### Exercise goal
Take the data below and write it out exactly, except for the pictures.

[Collection entries]
★ ★ ★ ★
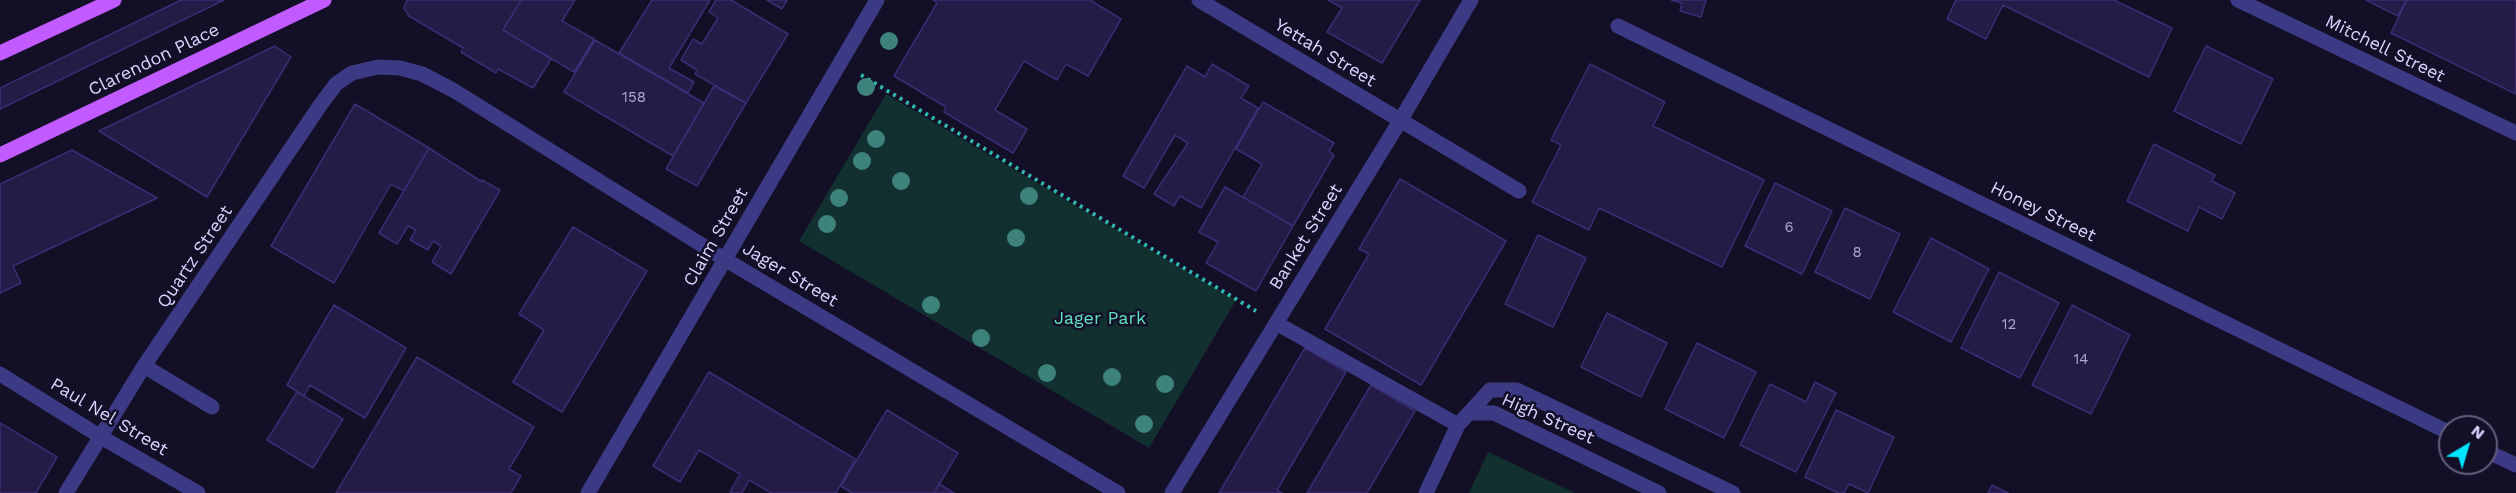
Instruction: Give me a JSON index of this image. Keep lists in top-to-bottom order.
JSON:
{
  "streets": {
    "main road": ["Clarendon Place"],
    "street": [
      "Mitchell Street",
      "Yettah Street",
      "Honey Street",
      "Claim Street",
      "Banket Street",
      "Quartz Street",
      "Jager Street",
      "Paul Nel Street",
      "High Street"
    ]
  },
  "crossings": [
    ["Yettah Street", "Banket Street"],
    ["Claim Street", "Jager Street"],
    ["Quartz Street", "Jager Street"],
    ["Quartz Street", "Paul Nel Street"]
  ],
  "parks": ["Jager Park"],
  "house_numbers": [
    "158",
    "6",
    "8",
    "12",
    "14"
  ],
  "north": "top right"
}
★ ★ ★ ★
### Answer to the exercise
Instruction: Give me a JSON index of this image. Keep lists in top-to-bottom order.
JSON:
{
  "streets": {
    "main road": ["Clarendon Place"],
    "street": [
      "Mitchell Street",
      "Yettah Street",
      "Honey Street",
      "Claim Street",
      "Banket Street",
      "Quartz Street",
      "Jager Street",
      "Paul Nel Street",
      "High Street"
    ]
  },
  "crossings": [
    ["Yettah Street", "Banket Street"],
    ["Claim Street", "Jager Street"],
    ["Quartz Street", "Jager Street"],
    ["Quartz Street", "Paul Nel Street"]
  ],
  "parks": ["Jager Park"],
  "house_numbers": [
    "158",
    "6",
    "8",
    "12",
    "14"
  ],
  "north": "top right"
}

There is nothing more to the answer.